◆ **ACTIVITY**:
Somewhere below, one line contains "color; context.fill(path, 'evenodd');" and a later line contains "const poly = rows". Output those two lines and everything between them exactly, and nothing else.

◆ **DATA EXCERPTS**:

········

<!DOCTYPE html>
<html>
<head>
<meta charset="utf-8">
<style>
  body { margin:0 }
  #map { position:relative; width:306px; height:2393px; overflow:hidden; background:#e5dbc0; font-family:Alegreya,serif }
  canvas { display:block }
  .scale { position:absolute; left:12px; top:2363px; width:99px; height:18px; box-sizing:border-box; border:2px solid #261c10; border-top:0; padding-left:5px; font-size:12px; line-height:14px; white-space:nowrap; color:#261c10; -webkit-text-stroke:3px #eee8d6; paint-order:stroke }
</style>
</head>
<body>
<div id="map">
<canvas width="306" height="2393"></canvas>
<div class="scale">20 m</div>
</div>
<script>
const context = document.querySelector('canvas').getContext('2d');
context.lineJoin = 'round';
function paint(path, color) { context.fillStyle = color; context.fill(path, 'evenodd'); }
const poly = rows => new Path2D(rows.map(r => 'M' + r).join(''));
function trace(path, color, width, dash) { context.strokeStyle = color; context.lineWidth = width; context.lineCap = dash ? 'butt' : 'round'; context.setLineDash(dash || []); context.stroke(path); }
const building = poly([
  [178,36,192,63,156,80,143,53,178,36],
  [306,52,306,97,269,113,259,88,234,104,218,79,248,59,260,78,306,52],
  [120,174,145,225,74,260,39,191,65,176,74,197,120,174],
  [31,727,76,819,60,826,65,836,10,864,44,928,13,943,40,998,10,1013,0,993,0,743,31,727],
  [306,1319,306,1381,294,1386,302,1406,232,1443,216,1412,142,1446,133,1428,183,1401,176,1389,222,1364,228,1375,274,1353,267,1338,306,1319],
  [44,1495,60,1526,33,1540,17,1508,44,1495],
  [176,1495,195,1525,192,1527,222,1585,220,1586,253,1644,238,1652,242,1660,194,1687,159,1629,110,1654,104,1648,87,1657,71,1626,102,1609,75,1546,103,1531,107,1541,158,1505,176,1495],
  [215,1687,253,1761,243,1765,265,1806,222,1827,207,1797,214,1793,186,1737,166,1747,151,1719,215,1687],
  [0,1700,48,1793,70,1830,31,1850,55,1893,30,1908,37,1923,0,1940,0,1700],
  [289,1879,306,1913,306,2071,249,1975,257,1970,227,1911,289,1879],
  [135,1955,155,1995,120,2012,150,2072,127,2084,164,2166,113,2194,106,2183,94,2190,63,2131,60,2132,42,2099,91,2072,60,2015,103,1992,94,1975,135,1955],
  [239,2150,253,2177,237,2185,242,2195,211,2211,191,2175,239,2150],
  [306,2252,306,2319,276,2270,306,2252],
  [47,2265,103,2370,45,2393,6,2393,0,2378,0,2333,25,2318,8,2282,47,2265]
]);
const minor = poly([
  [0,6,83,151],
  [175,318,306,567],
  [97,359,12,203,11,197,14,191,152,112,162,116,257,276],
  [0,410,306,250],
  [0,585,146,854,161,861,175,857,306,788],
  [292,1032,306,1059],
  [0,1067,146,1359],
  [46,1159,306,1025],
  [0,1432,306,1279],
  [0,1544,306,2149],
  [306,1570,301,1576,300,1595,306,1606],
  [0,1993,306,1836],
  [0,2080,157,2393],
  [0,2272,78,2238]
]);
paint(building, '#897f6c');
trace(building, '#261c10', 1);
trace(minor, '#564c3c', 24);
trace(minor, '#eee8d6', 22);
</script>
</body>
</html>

········

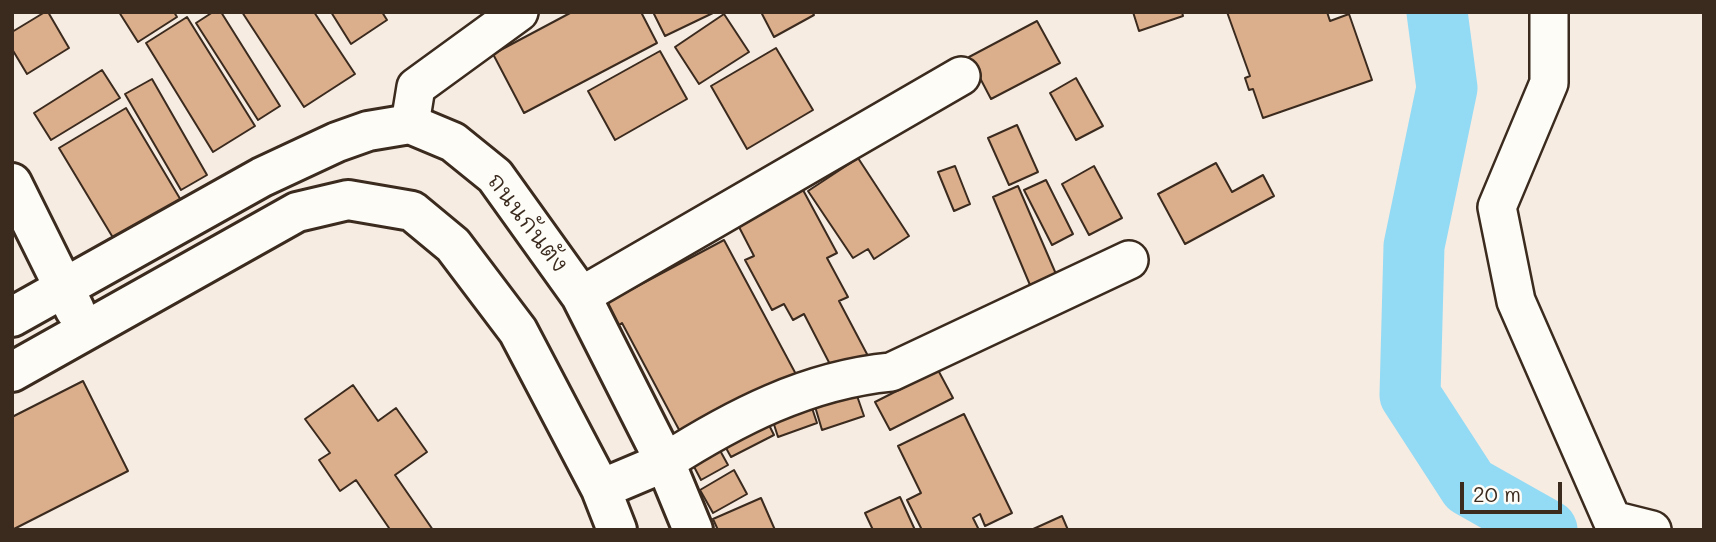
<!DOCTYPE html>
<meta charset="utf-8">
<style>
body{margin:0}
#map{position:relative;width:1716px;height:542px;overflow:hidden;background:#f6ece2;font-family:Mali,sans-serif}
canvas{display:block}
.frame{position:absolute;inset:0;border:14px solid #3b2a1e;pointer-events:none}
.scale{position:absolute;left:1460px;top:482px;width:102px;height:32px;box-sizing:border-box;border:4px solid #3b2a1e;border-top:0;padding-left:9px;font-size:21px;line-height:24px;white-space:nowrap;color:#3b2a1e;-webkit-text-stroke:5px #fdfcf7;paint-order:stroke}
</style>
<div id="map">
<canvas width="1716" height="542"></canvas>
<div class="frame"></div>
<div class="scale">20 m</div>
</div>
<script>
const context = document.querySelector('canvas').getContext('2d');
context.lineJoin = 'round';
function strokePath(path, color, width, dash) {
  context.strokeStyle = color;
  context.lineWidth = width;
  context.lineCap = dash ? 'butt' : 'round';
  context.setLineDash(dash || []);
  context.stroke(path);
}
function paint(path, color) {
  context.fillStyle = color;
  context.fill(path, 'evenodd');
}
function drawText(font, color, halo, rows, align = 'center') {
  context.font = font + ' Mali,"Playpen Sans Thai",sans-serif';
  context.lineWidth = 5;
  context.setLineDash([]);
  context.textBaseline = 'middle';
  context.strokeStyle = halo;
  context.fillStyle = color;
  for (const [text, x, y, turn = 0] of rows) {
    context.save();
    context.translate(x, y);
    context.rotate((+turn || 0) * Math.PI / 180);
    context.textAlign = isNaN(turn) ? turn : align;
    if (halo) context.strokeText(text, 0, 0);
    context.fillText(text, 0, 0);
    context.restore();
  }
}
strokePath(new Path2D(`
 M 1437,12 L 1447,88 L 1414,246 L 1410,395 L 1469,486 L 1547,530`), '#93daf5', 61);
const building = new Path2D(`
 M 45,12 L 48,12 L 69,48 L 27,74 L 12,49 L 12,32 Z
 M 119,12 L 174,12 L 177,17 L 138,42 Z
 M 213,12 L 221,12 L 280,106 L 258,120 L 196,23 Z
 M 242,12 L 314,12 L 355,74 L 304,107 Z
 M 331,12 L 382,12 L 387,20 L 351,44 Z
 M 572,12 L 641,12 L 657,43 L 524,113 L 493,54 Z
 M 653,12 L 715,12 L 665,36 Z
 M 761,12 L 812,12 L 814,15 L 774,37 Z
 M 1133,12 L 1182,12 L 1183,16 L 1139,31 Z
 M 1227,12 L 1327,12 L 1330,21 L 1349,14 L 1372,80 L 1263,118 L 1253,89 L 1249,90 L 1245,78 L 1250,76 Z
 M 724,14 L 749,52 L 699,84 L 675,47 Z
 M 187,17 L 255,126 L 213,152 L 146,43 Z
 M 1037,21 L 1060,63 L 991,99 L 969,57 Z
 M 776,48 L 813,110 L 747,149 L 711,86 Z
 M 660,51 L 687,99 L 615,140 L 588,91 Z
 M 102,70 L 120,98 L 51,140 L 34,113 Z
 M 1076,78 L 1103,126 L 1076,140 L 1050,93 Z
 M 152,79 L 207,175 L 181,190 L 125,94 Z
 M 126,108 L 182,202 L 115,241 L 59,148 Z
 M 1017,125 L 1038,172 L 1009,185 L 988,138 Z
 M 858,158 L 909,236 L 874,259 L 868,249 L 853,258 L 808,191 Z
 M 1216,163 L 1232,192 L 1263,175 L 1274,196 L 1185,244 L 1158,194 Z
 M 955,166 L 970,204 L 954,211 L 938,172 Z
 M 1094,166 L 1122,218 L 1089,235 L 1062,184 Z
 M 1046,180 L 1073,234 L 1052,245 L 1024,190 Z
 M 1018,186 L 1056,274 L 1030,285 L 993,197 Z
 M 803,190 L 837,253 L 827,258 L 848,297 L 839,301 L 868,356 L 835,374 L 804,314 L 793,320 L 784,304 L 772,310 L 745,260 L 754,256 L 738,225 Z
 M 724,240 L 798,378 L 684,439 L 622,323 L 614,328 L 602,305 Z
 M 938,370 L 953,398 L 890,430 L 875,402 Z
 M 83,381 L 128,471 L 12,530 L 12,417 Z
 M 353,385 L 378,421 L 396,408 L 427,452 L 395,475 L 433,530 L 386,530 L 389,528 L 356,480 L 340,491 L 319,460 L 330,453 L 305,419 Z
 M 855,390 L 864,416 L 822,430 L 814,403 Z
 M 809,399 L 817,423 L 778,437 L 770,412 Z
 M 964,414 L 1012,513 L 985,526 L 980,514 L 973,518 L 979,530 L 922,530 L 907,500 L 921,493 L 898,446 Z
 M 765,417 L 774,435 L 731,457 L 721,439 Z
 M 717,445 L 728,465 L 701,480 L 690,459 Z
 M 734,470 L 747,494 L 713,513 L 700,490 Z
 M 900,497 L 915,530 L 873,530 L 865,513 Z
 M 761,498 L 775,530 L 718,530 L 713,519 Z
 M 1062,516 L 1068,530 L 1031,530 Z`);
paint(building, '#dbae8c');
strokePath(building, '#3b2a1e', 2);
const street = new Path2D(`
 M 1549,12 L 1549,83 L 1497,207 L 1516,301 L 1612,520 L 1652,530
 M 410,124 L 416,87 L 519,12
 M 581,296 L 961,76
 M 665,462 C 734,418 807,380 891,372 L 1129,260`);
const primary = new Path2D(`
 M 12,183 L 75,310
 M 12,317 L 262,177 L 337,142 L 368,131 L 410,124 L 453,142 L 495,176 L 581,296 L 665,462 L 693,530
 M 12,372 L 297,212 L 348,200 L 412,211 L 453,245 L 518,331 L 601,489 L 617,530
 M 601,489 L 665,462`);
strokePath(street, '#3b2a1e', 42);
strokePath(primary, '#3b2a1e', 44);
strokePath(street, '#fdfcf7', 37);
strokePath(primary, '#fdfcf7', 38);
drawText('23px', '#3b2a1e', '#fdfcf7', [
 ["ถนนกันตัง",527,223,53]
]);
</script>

········

◆ **RESULT**:
function paint(path, color) { context.fillStyle = color; context.fill(path, 'evenodd'); }
const poly = rows => new Path2D(rows.map(r => 'M' + r).join(''));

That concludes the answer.